La visibilidad en la parte sur del castillo era nula, pues los espejos se concentraban en los primeros pasillos y vestíbulos, utilizados con más frecuencia, y las mazmorras se sumían en tinieblas al caer la noche. Obviamente, el pasar las noches en un castillo tan oscuro había mejorado su visión nocturna, pero no lo suficiente como para ver en la más vasta oscuridad. Detrás de él escuchaba las pisadas de sus subordinados siguiendo su camino. El chasquido del metal era lo suficientemente poderoso como para alertar los agudos sentidos de un Filthar. Damián se dio la vuelta y ordenó a los guardias marcharse y defender la puerta del castillo de Orgothel.
Avanzó solo, en los húmedos pasillos, caminando sobre las lozas de piedra. La intriga dio pie a la desesperación. Apuntó con la espada hacia delante, e hizo un poco de magia.
- ¡Ignitio! – gritó.
Dos llamas escarlata envolvieron a la hoja de la espada y salieron despedidas hasta chocar contra la pared de enfrente. Le proveyeron de tanta luz como era requerida, para ver qué había en su camino. Encontró una antorcha sobre un soporte en la pared a unos metros de su posición. Se paró frente a ella, y realizó un conjuro menos potente.
- Sparks – dijo, apuntando a la punta de la antorcha.
Una diminuta flama saltó de la punta de su espada y se posó en la antorcha, quemando el keroseno y prendiéndola al instante. Damián parpadeó varias veces. Juraría que la flama se había dilatado unas centésimas de segundo sobre la punta de la antorcha, bailando y contemplando la situación.
- Salamander – murmuró para sus adentros. Inmediatamente, lo invadió un sentimiento de poderosa vergüenza.

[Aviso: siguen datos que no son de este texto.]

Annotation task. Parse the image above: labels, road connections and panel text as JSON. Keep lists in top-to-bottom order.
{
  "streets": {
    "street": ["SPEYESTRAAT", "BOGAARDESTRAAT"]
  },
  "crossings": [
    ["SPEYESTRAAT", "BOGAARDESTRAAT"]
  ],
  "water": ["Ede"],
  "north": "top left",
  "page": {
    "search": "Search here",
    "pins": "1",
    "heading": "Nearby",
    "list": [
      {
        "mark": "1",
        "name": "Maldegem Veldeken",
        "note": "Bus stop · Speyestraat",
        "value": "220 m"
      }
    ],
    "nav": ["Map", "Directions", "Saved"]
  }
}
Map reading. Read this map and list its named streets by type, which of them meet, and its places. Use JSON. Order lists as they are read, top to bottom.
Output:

Desechando la idea, retiró la antorcha del soporte e iluminó su camino. Llegó al final del pasillo, que daba paso a un pequeño vestíbulo, y abría las entradas a otro pasillo transversal, que continuaba hacia la derecha, rumbo al sur. Tomó el camino, asegurándose de revisar cada salón del castillo, hasta que encontró una puerta entreabierta.

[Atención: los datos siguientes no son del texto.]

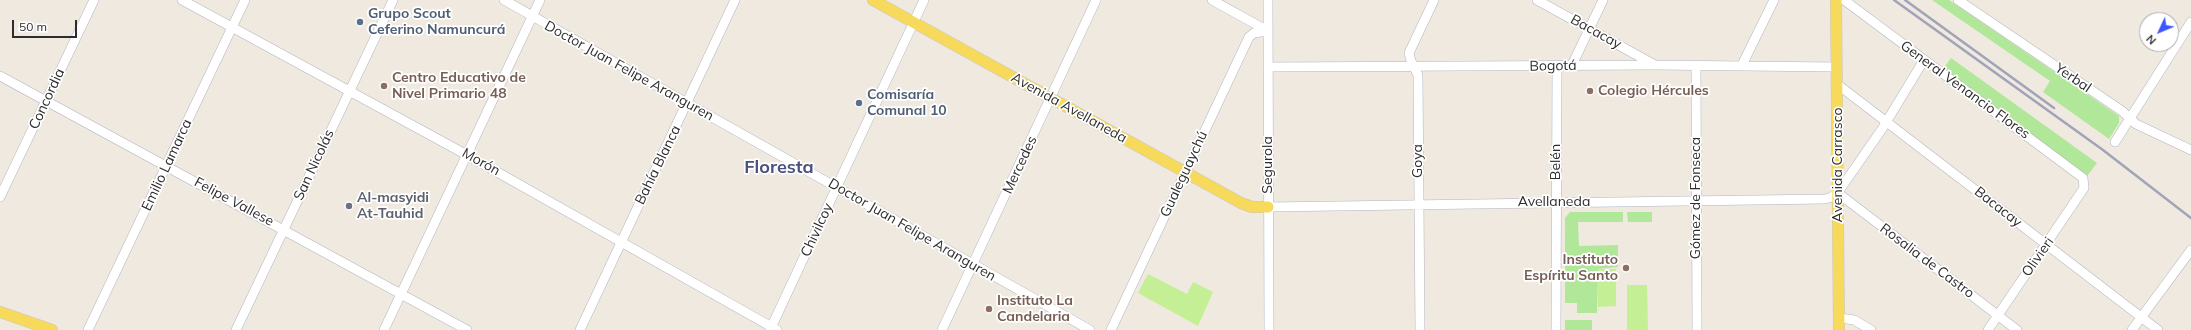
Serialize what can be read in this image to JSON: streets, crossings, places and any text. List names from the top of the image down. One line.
{"streets":{"main road":["Avenida Avellaneda","Avenida Carrasco"],"street":["Bacacay","Bogotá","Doctor Juan Felipe Aranguren","Yerbal","General Venancio Flores","Concordia","Goya","Morón","Belén","Emilio Lamarca","San Nicolás","Bahía Blanca","Mercedes","Segurola","Gualeguaychú","Gómez de Fonseca","Felipe Vallese","Avellaneda","Chivilcoy","Olivieri","Rosalia de Castro"]},"crossings":[["Bacacay","Bogotá"],["Bacacay","Avenida Carrasco"],["Bacacay","Olivieri"],["Bogotá","Goya"],["Bogotá","Belén"],["Bogotá","Segurola"],["Bogotá","Avenida Carrasco"],["Bogotá","Gómez de Fonseca"],["Doctor Juan Felipe Aranguren","Bahía Blanca"],["Doctor Juan Felipe Aranguren","Mercedes"],["Doctor Juan Felipe Aranguren","Chivilcoy"],["General Venancio Flores","Olivieri"],["Concordia","Felipe Vallese"],["Avenida Avellaneda","Mercedes"],["Avenida Avellaneda","Segurola"],["Avenida Avellaneda","Gualeguaychú"],["Avenida Avellaneda","Avellaneda"],["Avenida Avellaneda","Chivilcoy"],["Goya","Avellaneda"],["Morón","Emilio Lamarca"],["Morón","San Nicolás"],["Morón","Bahía Blanca"],["Morón","Chivilcoy"],["Belén","Avellaneda"],["Emilio Lamarca","Felipe Vallese"],["San Nicolás","Felipe Vallese"],["Segurola","Gualeguaychú"],["Segurola","Avellaneda"],["Avenida Carrasco","Avellaneda"],["Avenida Carrasco","Rosalia de Castro"],["Gómez de Fonseca","Avellaneda"],["Avellaneda","Rosalia de Castro"],["Olivieri","Rosalia de Castro"]],"districts":["Floresta"],"places":["Grupo Scout Ceferino Namuncurá","Centro Educativo de Nivel Primario 48","Colegio Hércules","Comisaría Comunal 10","Al-masyidi At-Tauhid","Instituto Espíritu Santo","Instituto La Candelaria"],"scale_bar":"50 m","north":"bottom left"}
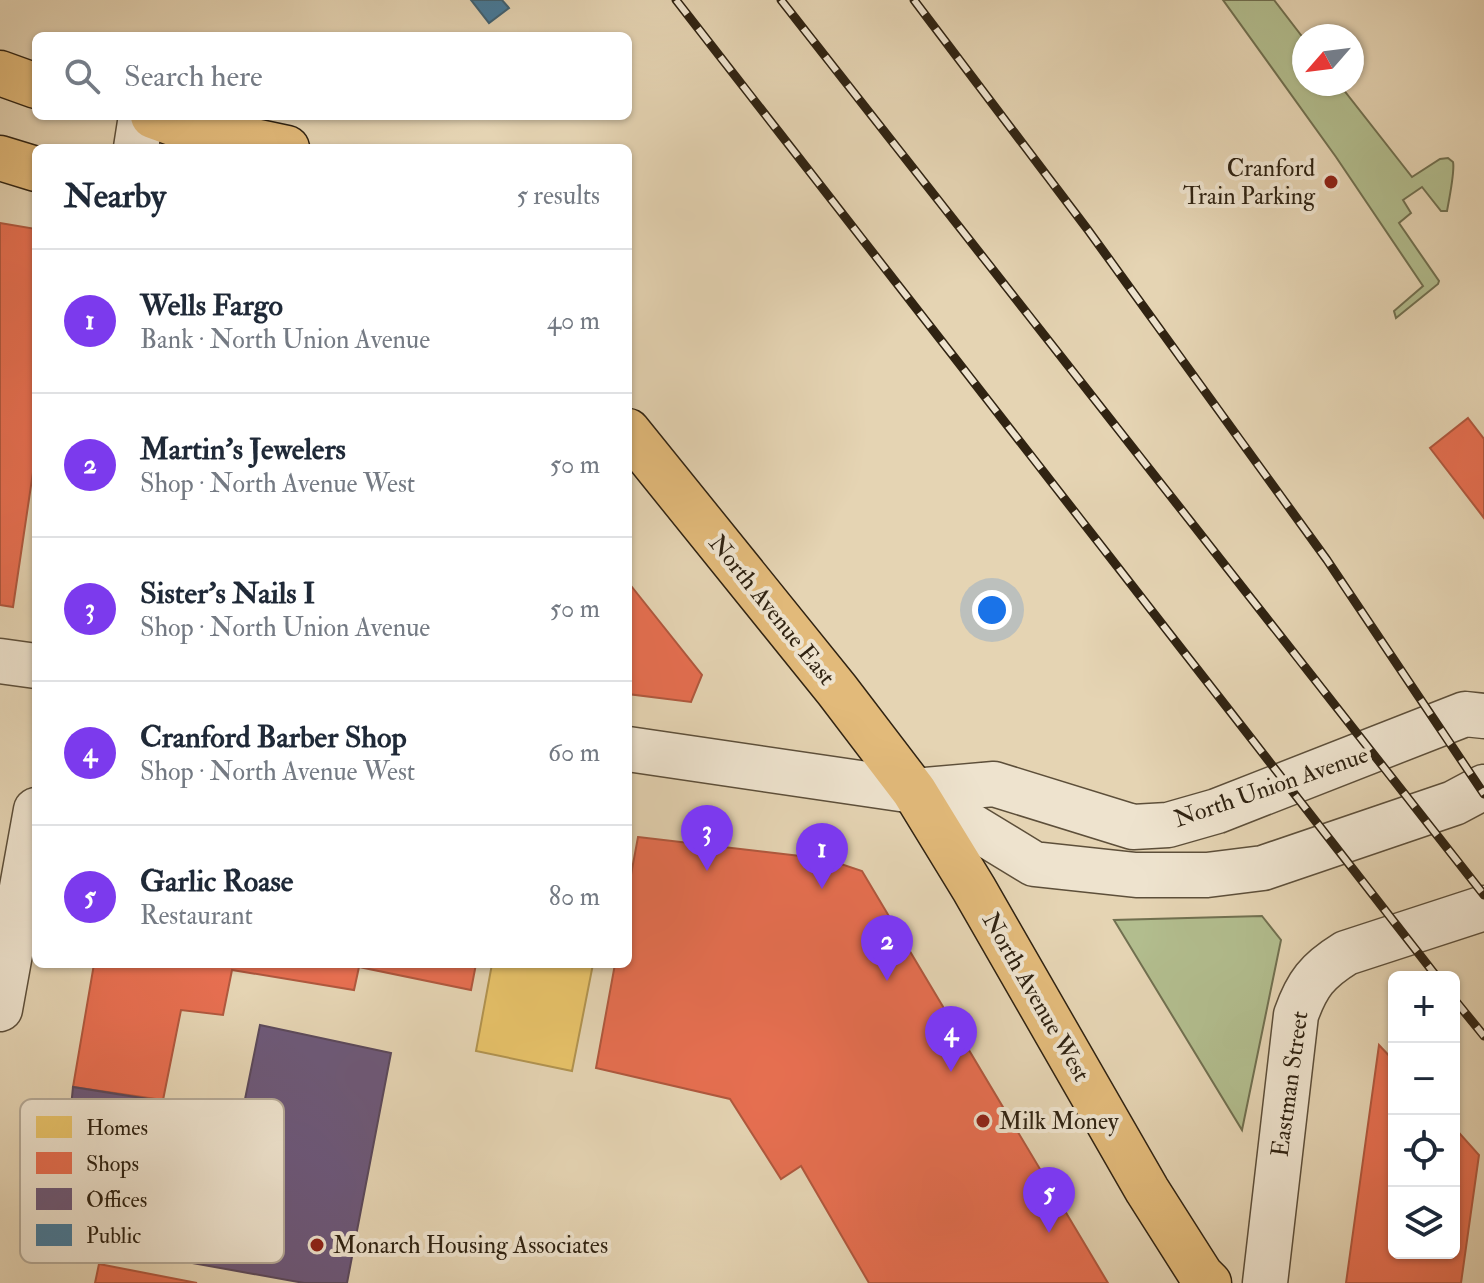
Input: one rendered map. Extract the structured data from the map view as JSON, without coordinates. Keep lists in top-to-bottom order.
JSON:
{
  "streets": {
    "main road": ["North Avenue East", "North Avenue West"],
    "street": ["North Union Avenue", "Eastman Street"]
  },
  "crossings": [
    ["North Avenue East", "North Union Avenue"],
    ["North Avenue East", "North Avenue West"],
    ["North Union Avenue", "North Avenue West"]
  ],
  "places": ["Cranford Train Parking", "Milk Money", "Monarch Housing Associates"],
  "legend": [
    "Homes",
    "Shops",
    "Offices",
    "Public"
  ],
  "north": "bottom left",
  "page": {
    "search": "Search here",
    "heading": ["Nearby", "5 results"],
    "list": [
      {
        "mark": "1",
        "name": "Wells Fargo",
        "note": "Bank · North Union Avenue",
        "value": "40 m"
      },
      {
        "mark": "2",
        "name": "Martin's Jewelers",
        "note": "Shop · North Avenue West",
        "value": "50 m"
      },
      {
        "mark": "3",
        "name": "Sister's Nails I",
        "note": "Shop · North Union Avenue",
        "value": "50 m"
      },
      {
        "mark": "4",
        "name": "Cranford Barber Shop",
        "note": "Shop · North Avenue West",
        "value": "60 m"
      },
      {
        "mark": "5",
        "name": "Garlic Roase",
        "note": "Restaurant",
        "value": "80 m"
      }
    ],
    "pins": [
      "3",
      "1",
      "2",
      "4",
      "5"
    ],
    "map_buttons": ["+", "−"]
  }
}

Atravesó la puerta y entró a un antiguo salón de baile, que se había dejado de usar conforme el palacio se fue modernizando. Una ventisca reinaba el salón, a pesar de que los ventanales no habían sido abiertos en por lo menos, diez años. El fuego le sirvió para iluminar unos metros del salón, para luego extinguirse bailoteando sobre la antorcha. Un gigantesco espejo cubría toda la pared que se encontraba detrás de él, mientras que un ventanal de dimensiones similares formaba la pared contigua. Un relámpago iluminó la estancia entera por unas fracciones de segundo. Al mirar por el rabillo del ojo, Damián alcanzó a distinguir a Garleth en el espejo, posicionado detrás de él, listo para atacar. Giró por la espada, logrando asestar un golpe a la criatura al mismo tiempo. Las tinieblas volvieron a reinar en el cuarto, diseminando el eco de los viscosos ruidos de Garleth. Damián se sintió víctima de una amenaza omnipresente, capaz de atacar desde cualquier punto. Apuntó la espada hacia una columna de piedra, y volvió a conjurar las chispas.
- ¡Sparks!
El hechizo iluminó poco más que el trueno, dejándole ver el horrible rostro de Garleth justo frente a él. Antes de que pudiera alzar la espada, el Filthar aprovechó el tiempo para hacer su ataque.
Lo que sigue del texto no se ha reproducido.